Golay A, Jallut D, Schutz Y, Felber J P, Jéquier E
Department of Internal Medicine, Lausanne University Hospital, Switzerland.
Int J Obes. 1991 Sep;15(9):601-7.
The thermogenic response to a 100 g oral glucose load was measured prospectively (by indirect calorimetry) in three groups of obese subjects: (1) normal glucose tolerance (n = 12, initial weight 86.4 +/- 3.9 kg, BMI 30.4 +/- 1.1 kg/m2; (2) impaired glucose tolerance (n = 8, initial weight 105.3 +/- 7.6 kg, body mass index (BMI) 37.6 +/- 2.9 kg/m2; (3) diabetes (n = 12), initial weight 102.1 +/- 5.3 kg, BMI 36.2 +/- 2.0 kg/m2). The thermogenic response to glucose averaged 6.8 +/- 1.1 and 7.0 +/- 1.0 per cent, in the two non-diabetic obese groups respectively, and was significantly lower in the obese diabetic group (3.1 +/- 0.8 per cent). With the evolution of obesity (i.e. 6 years later), the glucose-induced thermogenesis (GIT) was significantly reduced in the non-diabetic groups (P less than 0.05) to 4.1 +/- 0.8 and 3.0 +/- 1.1 per cent respectively, and was still blunted in the diabetic group (2.1 +/- 0.7 per cent). The decrease in GIT was accompanied by a reduction in glucose tolerance and insulin response with no change in fasting plasma insulin. These effects were observed despite the fact that the body weight of the subject did not change significantly over the 6-year period. It is concluded that the decrease in GIT which accompanies the worsening of glucose tolerance and the occurrence of diabetes is a mechanism which may contribute to maintain the obesity state by a reduction of energy expenditure.

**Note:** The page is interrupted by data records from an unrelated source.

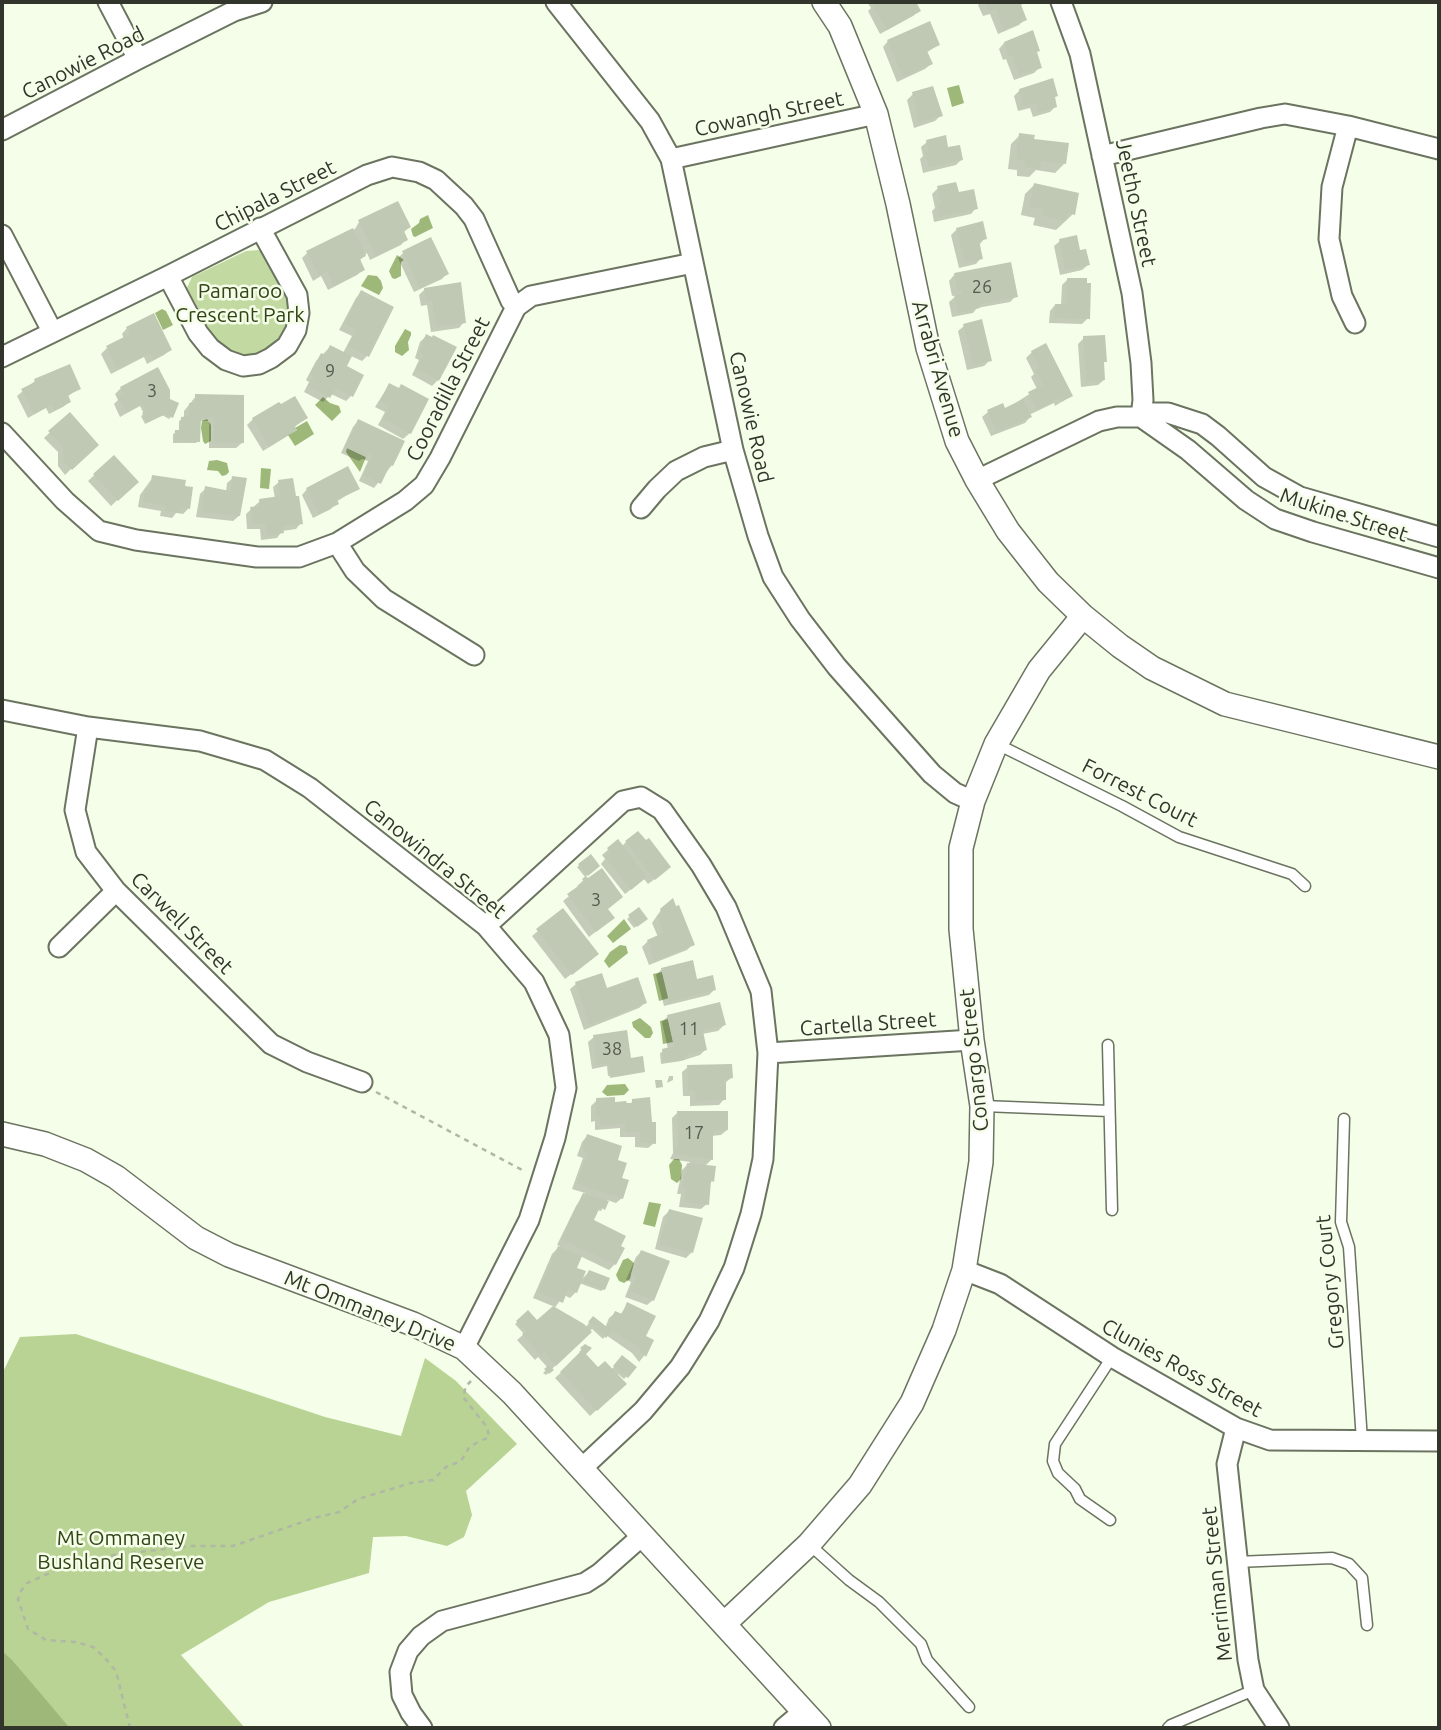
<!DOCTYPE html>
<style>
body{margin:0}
#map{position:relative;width:1441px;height:1730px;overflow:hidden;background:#f5fee8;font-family:Ubuntu,sans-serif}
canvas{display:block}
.frame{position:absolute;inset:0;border:4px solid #31352c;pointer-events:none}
</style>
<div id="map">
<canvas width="1441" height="1730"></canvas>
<div class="frame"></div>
</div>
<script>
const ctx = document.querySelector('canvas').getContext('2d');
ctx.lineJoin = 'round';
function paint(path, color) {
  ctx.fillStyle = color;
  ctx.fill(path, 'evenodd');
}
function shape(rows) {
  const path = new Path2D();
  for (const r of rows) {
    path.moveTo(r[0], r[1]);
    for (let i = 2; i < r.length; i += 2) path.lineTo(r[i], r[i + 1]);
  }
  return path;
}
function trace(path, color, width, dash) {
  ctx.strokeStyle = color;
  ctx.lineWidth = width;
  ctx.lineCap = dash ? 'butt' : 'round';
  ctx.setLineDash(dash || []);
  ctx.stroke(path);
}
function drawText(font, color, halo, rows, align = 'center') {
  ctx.font = font + ' Ubuntu,sans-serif';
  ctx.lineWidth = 5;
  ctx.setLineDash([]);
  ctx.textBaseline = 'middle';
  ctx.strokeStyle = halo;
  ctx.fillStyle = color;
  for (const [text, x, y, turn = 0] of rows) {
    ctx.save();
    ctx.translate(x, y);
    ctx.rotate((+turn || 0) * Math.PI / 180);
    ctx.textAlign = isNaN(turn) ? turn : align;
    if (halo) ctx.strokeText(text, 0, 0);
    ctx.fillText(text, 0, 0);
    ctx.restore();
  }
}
paint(shape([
 [259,250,268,259,290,305,291,323,272,351,244,359,216,343,201,325,185,292,192,277,246,251]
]), '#c2daa1');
paint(shape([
 [76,1334,325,1417,401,1436,425,1358,456,1381,517,1444,466,1491,472,1515,464,1537,447,1546,406,1536,373,1537,369,1573,269,1602,181,1655,245,1728,70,1728,2,1651,2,1374,20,1337]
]), '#b8d393');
paint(shape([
 [959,85,964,103,952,107,947,88],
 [428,215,433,228,415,237,413,236,411,229,419,223,420,219],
 [397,255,404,260,401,262,401,276,395,279,392,278,389,271],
 [368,275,377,276,381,281,383,288,379,295,361,286],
 [162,309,166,311,173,325,163,330,155,313],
 [405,329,411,332,411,335,408,342,409,350,402,356,395,352,395,346],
 [323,397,330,403,339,406,341,412,332,421,315,405],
 [207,419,211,425,211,441,205,444,203,441,201,428,202,421],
 [307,421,314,434,295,446,288,435,297,430,295,428],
 [347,448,366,457,360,472,346,452],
 [217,460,227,463,229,472,226,475,222,476,218,471,207,470,209,461],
 [261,468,271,469,269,489,260,488],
 [624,919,631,929,613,943,607,936],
 [620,945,626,946,628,953,609,968,604,961,610,952],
 [662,972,669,998,659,1001,653,974],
 [640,1018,651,1027,653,1033,650,1038,645,1038,633,1027,632,1022],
 [668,1019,673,1042,663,1044,660,1021],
 [625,1084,629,1090,624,1095,607,1096,602,1092,607,1085],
 [674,1159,679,1159,682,1165,681,1179,677,1183,671,1179,669,1165],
 [649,1202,661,1204,655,1227,643,1224],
 [628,1258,634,1263,630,1279,624,1283,619,1281,616,1275,623,1260],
 [2,1651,12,1660,70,1728,2,1728]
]), '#9eb87a');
paint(shape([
 [867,2,914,2,919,11,913,16,880,34,868,11,871,8],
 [981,2,1022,2,1019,6,1025,19,1019,25,998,34,990,14,983,16,978,5],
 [888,41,938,45,926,53,931,64,925,69,897,82,883,47],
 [1004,43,1035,54,1040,67,1034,73,1014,80,1006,59,1003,60,999,49],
 [1020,90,1055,107,1050,112,1033,117,1030,108,1018,111,1014,96],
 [913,94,941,115,935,121,914,128,907,100],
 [1020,135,1032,141,1064,164,1055,173,1036,170,1029,177,1017,176,1017,170,1008,169,1011,144],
 [927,142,947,149,961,160,956,165,923,173,920,159,923,156,921,147],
 [1034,185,1073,214,1056,230,1033,225,1035,218,1021,215,1025,194],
 [938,188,957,194,976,208,971,214,934,222,932,211,935,208,932,194],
 [359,222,409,227,403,233,406,239,401,245,370,260,367,253,359,261,363,270,357,275,328,290,321,276,313,281,302,258,307,253,355,229],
 [957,229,985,238,980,244,981,258,976,264,959,268,951,235],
 [1060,241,1079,252,1088,265,1082,270,1060,275,1054,246],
 [403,253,447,273,442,279,414,292,398,258],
 [954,275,1016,296,1010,302,977,308,973,313,952,317,949,302,957,295,952,296,949,281],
 [1067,280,1088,318,1082,324,1049,323,1050,311,1055,305,1061,305,1062,285],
 [425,289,464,322,459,328,431,332,427,305,421,306,419,295],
 [361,292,367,356,362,361,351,356,345,367,351,396,346,401,331,394,323,402,304,392,309,382,306,380,316,361,330,347,343,353,352,336,339,330,356,298],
 [964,326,990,360,984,366,967,370,958,331],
 [127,328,170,350,164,355,147,364,144,357,111,374,101,354,107,348,124,339,122,334],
 [426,336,454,348,438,380,432,386,412,375,419,360,415,358,420,342],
 [1084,338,1106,361,1102,364,1104,380,1098,385,1081,387,1078,344],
 [1032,352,1071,396,1055,406,1054,403,1029,415,1030,417,1025,423,991,436,982,417,988,412,1005,410,1037,389,1031,377,1034,374,1026,358],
 [35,381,79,388,67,397,69,402,63,407,49,414,46,408,28,418,17,396],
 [389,385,410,433,403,439,378,425,385,412,375,407],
 [121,388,169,400,171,417,169,419,162,415,145,424,141,416,144,414,140,406,120,417,114,404,118,400,115,394],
 [196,396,242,443,236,448,209,448,209,421,199,421,198,441,196,443,173,443,173,434,179,432,179,421,184,418,184,411],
 [69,414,96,444,65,475,58,466,58,452,44,438],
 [306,418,293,428,295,430,289,435,263,451,247,425,253,419],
 [358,421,392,465,374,488,359,481,368,461,362,459,359,461,341,453,353,427],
 [113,457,136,482,111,506,88,481],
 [153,477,188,509,183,514,176,513,172,518,160,516,161,511,138,507,140,495],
 [233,478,239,516,233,521,196,517,200,494,206,488,226,492,227,483],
 [279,482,301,523,296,529,282,531,277,538,261,540,260,529,247,529,246,514,260,501,275,499,273,487],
 [358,488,336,502,331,509,313,518,302,495,307,489],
 [617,842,621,847,626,842,663,873,648,884,644,879,625,894,601,864,605,859,602,855],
 [590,856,598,866,585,877,577,867],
 [586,878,606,909,607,923,589,937,563,901,579,888,577,886],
 [639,909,646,918,634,928,627,919],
 [563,910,591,959,565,979,532,936],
 [661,910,693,944,687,950,649,965,642,947,648,941,658,937,652,923],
 [662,969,696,981,714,990,709,995,664,1006,656,975],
 [576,984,606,990,645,1003,639,1008,584,1030,570,989],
 [668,1016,724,1025,718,1031,702,1034,705,1050,700,1055,681,1061,661,1064,660,1053,668,1049,662,1022],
 [594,1037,629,1057,643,1070,608,1076,607,1066,592,1069,588,1042],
 [688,1067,731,1078,725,1083,724,1099,719,1105,690,1106,690,1096,683,1096,682,1072],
 [669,1076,673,1076,673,1080,667,1083],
 [597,1100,629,1105,633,1101,654,1143,648,1148,635,1147,635,1137,620,1137,620,1128,595,1130,595,1121,591,1122,591,1106],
 [677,1113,727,1130,721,1135,711,1136,712,1159,705,1166,712,1181,709,1184,707,1204,701,1209,679,1207,681,1194,677,1194,682,1170,690,1162,670,1159,673,1153,672,1118],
 [587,1136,615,1161,620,1179,622,1198,616,1203,607,1200,601,1211,597,1210,592,1221,615,1264,609,1270,580,1256,575,1269,581,1280,589,1272,604,1289,601,1291,579,1283,576,1292,570,1298,564,1295,554,1309,585,1328,593,1318,605,1328,609,1318,615,1313,620,1315,628,1304,644,1337,652,1340,644,1356,639,1362,632,1353,606,1335,603,1339,592,1329,546,1375,543,1373,548,1368,538,1357,535,1360,517,1340,524,1334,515,1324,528,1313,529,1330,555,1307,533,1298,552,1254,560,1246,557,1245,576,1206,585,1193,572,1189,583,1158,577,1156,582,1142],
 [669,1211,692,1252,686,1258,655,1249,663,1217],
 [641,1252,653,1300,647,1305,625,1297,631,1282,626,1280,636,1257],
 [585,1346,584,1354,598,1370,611,1370,622,1358,634,1368,624,1379,618,1374,617,1376,624,1384,590,1416,555,1378,581,1354,579,1352]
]), '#0003');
paint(shape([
 [877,2,916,2,921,11,887,30,872,4],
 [985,2,1026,2,1021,5,1027,20,1004,30,996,9,989,12],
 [930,21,940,45,927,51,933,64,903,77,887,40],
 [1033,30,1040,51,1037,52,1042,68,1019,75,1012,55,1008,56,1004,42],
 [1053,78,1058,96,1055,97,1057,107,1038,113,1036,103,1023,106,1019,89],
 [933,86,943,116,919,123,912,92],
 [1019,133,1035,135,1034,139,1069,143,1066,164,1041,161,1040,169,1025,167,1025,161,1016,160],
 [946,135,948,147,960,145,963,160,929,168,925,152,928,151,926,140],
 [956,182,959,192,974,189,978,209,940,217,937,204,941,203,937,186],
 [1034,183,1079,193,1075,215,1068,213,1066,221,1041,216,1043,209,1029,206],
 [398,201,411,227,404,231,408,240,376,256,358,220],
 [983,221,987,239,979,241,983,259,965,263,956,228],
 [353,228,366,256,360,259,365,270,334,286,327,272,319,276,306,251],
 [1077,235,1080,250,1086,249,1090,265,1065,270,1059,239],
 [431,237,449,274,420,288,402,251],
 [1011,262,1018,297,979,304,980,308,958,313,954,295,962,293,962,290,957,291,954,273],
 [1067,278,1087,278,1087,283,1091,283,1090,319,1054,318,1055,304,1066,304],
 [461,282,466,323,436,327,432,301,426,302,424,288],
 [361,290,394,307,369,357,348,346,356,330,344,324],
 [154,313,172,350,153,360,150,353,117,369,106,346,130,334,126,327],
 [982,319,992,361,973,365,963,324],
 [426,334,432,337,433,335,457,347,439,381,416,369,424,354,419,352],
 [1105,335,1107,362,1104,362,1105,380,1086,382,1083,336],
 [1046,343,1073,396,1061,402,1059,398,1037,410,1028,392,1043,385,1035,370,1039,368,1031,351],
 [330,345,352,356,347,366,364,375,353,397,336,388,330,398,308,386,314,376,310,374,321,353,325,355],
 [70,364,81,389,68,395,71,402,55,410,52,404,34,414,21,389,35,382,34,379],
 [158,367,170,390,170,399,179,403,173,418,166,414,147,423,142,413,146,411,142,404,126,412,118,397,124,394,120,387],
 [389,383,399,388,401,384,429,399,411,434,383,419,389,406,380,401],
 [195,394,244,395,244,443,214,443,214,418,201,418,200,442,174,441,175,430,180,430,181,417,189,416,189,403,195,403],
 [295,396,308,418,295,426,297,430,269,447,252,418,279,402,281,404],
 [1023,399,1032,417,997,432,987,410,1003,403,1005,408],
 [70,412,99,445,72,470,63,460,63,446,48,431],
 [358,419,405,441,393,466,390,465,381,484,363,475,372,455,368,453,366,457,345,447],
 [114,455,139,482,118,501,93,474],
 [348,466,360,489,337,500,339,504,319,514,306,488],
 [152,475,186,480,185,486,193,487,190,509,180,508,179,513,165,511,166,506,143,502,145,488,150,489],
 [232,476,247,478,240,516,201,512,205,486,230,491],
 [293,478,296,496,299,496,303,524,283,527,284,533,267,536,265,524,253,524,250,507,260,506,259,499,280,496,278,480],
 [638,831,646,840,649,838,671,867,655,880,625,841],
 [618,839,647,877,631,890,605,857,610,853,607,848],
 [591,854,600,866,588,876,578,864],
 [602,868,623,897,608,909,615,918,596,932,567,894,584,882,582,879,586,876,588,878],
 [673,898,676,906,679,905,695,945,654,961,647,940,663,933,657,915,662,914,660,909],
 [639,907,648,919,637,927,628,915],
 [563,908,599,954,572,975,536,929],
 [693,960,697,979,713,975,716,990,669,1002,661,968],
 [602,973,607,988,638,977,647,1003,589,1025,575,982],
 [720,1002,726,1025,703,1031,707,1050,685,1056,685,1060,663,1062,662,1049,674,1046,667,1015],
 [627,1030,631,1058,643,1056,645,1072,610,1078,608,1063,597,1065,593,1035],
 [732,1064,733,1078,726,1079,726,1100,695,1101,695,1091,688,1091,687,1065],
 [655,1080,662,1080,663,1087,656,1088],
 [615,1097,615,1102,626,1101,627,1103,632,1103,632,1099,650,1097,652,1122,656,1122,656,1144,640,1142,640,1132,625,1132,625,1124,600,1126,600,1117,596,1117,596,1098],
 [677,1111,728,1111,728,1130,713,1131,713,1160,675,1154,675,1148,678,1148],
 [587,1134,622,1146,618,1160,627,1163,622,1178,629,1180,623,1199,577,1184,587,1152,582,1150],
 [687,1163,716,1166,714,1182,711,1181,709,1205,684,1202,686,1189,682,1188],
 [583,1193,609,1201,605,1210,600,1207,594,1220,626,1236,621,1246,625,1248,616,1265,561,1239],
 [669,1209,703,1218,693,1253,659,1244],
 [558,1246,582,1256,577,1268,586,1271,577,1293,568,1289,563,1303,538,1292],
 [641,1250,670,1261,654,1301,630,1291,636,1276,631,1274],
 [589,1270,610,1278,605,1290,583,1282],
 [627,1302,656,1316,646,1336,654,1340,646,1357,638,1347,612,1331,606,1338,588,1322,593,1316,607,1327,615,1311,622,1314],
 [553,1306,584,1324,592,1332,556,1366,544,1352,541,1356,522,1334,526,1331,516,1321,528,1310,537,1320],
 [585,1344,592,1348,586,1354,598,1367,605,1361,627,1384,597,1411,560,1372,582,1350,580,1348],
 [622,1355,637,1367,628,1378,613,1366],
 [549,1365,554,1370,549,1374,544,1369]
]), '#c0c9b4');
const service = shape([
 [997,744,1122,806,1179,837,1292,874,1305,886],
 [1108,1045,1112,1210],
 [983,1106,1109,1111],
 [1344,1119,1341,1222,1349,1247,1362,1441],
 [1110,1520,1080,1499,1075,1489,1058,1473,1053,1461,1055,1444,1112,1357],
 [810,1545,849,1580,879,1602,921,1644,927,1660,969,1707],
 [1237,1562,1332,1558,1349,1564,1362,1578,1367,1625],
 [1168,1728,1171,1725,1254,1690]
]);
const minor = shape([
 [108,2,138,59],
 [556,2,650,121,671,159,733,450,758,536,773,577,800,619,837,667,932,774,955,793,973,801],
 [1061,2,1080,54,1132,293,1141,363,1143,400,1141,417],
 [1348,126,1332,187,1329,239,1342,296,1355,323],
 [2,130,138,59,234,11,262,2],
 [1102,156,1261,118,1285,114,1348,126,1439,149],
 [671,159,876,114],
 [2,235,52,331],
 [168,276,198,333,210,348,226,360,243,366,259,364,271,358,287,346,296,330,299,313,297,295,260,228],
 [2,357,168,276,367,175,392,167,419,172,436,180,464,206,474,219,511,301,516,307],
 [1141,417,1188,450,1246,500,1275,519,1313,532,1439,568],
 [2,433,65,501,99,531,136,540,257,557,299,557,337,543,405,501,424,485,440,458,516,307,531,296,693,263],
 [977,480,1099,421,1117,417,1141,417,1152,413,1168,413,1202,424,1218,436,1264,477,1300,497,1439,537],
 [641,508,657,489,676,471,704,457,733,450],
 [337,543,355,571,384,599,474,655],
 [2,710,88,727,200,741,265,760,310,788,486,926,534,982,559,1035,566,1088,555,1138,529,1220,464,1348],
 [88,727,75,810,86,852,116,891,271,1044,307,1062,362,1082],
 [486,926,623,801,641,797,662,810,701,865,726,907,761,991,768,1053,763,1159,751,1214,734,1268,709,1321,680,1367,643,1411,581,1469],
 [59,947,116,891],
 [768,1053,972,1040],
 [964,1270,1000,1284,1112,1357,1236,1428,1270,1440,1439,1441],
 [1236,1428,1227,1464,1248,1660,1254,1690,1279,1728],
 [422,1728,411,1713,402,1695,400,1672,408,1651,421,1636,442,1621,585,1583,599,1574,642,1536],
 [784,1728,804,1711]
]);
const tertiary = shape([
 [824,2,840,26,876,114,898,204,928,348,957,441,977,480,1008,531,1048,582,1083,616,1120,646,1152,668,1225,704,1439,757],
 [2,1134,45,1144,86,1160,116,1177,196,1238,229,1255,413,1324,464,1348,512,1393,819,1728],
 [724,1624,809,1544,860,1485,912,1403,944,1330,964,1270,981,1162,982,1106,972,1040,961,929,961,848,973,801,996,744,1039,670,1083,616]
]);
trace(service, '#6b7460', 13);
trace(minor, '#6b7460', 23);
trace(tertiary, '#6b7460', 26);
trace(shape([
 [376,1092,524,1171],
 [130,1728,116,1671,104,1657,93,1647,76,1642,46,1640,28,1629,18,1599,21,1591,27,1583,73,1563,114,1555,191,1546,233,1546,314,1518,339,1512,358,1499,411,1483,433,1480,446,1467,461,1461,470,1446,489,1437,487,1427,463,1397,466,1386,471,1381]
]), '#afb7a5', 2.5, [5, 5]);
trace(service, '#fff', 10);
trace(minor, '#fff', 19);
trace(tertiary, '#fff', 23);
drawText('18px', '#555a4e', null, [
 ["26",982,287],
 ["9",330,371],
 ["3",152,391],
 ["3",596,900],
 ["11",689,1029],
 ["38",612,1049],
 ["17",694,1133]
]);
drawText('21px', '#31352c', '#f5fee8', [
 ["Canowie Road",83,63,-27],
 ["Cowangh Street",769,114,-12],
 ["Chipala Street",275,196,-27],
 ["Jeetho Street",1136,203,78],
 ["Arrabri Avenue",938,369,74],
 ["Cooradilla Street",448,389,-63],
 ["Canowie Road",751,417,77],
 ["Mukine Street",1344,515,18],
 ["Forrest Court",1140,793,27],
 ["Canowindra Street",435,859,39],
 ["Carwell Street",182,923,45],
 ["Cartella Street",868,1024,-4],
 ["Conargo Street",974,1060,-96],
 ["Gregory Court",1330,1282,-96],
 ["Mt Ommaney Drive",370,1311,22],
 ["Clunies Ross Street",1182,1368,29],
 ["Merriman Street",1217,1584,-96]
]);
drawText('21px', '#334316', '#f5fee8', [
 ["Pamaroo",240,291],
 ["Crescent Park",240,315],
 ["Mt Ommaney",121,1538],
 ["Bushland Reserve",121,1562]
]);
</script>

通过间接测热法对三组肥胖受试者口服100克葡萄糖后的产热反应进行了前瞻性测量:(1)糖耐量正常组(n = 12,初始体重86.4±3.9千克,体重指数(BMI)30.4±1.1千克/平方米);(2)糖耐量受损组(n = 8,初始体重105.3±7.6千克,体重指数(BMI)37.6±2.9千克/平方米);(3)糖尿病组(n = 12),初始体重102.1±5.3千克,BMI 36.2±2.0千克/平方米)。两个非糖尿病肥胖组对葡萄糖的产热反应平均分别为6.8±1.1%和7.0±1.0%,而肥胖糖尿病组显著更低(3.1±0.8%)。随着肥胖的进展(即6年后),非糖尿病组中葡萄糖诱导的产热(GIT)显著降低(P<0.05),分别降至4.1±0.8%和3.0±1.1%,糖尿病组仍受到抑制(2.1±0.7%)。GIT的降低伴随着糖耐量和胰岛素反应的降低,而空腹血浆胰岛素无变化。尽管受试者的体重在6年期间没有显著变化,但仍观察到了这些效应。结论是,伴随着糖耐量恶化和糖尿病发生的GIT降低是一种可能通过减少能量消耗来维持肥胖状态的机制。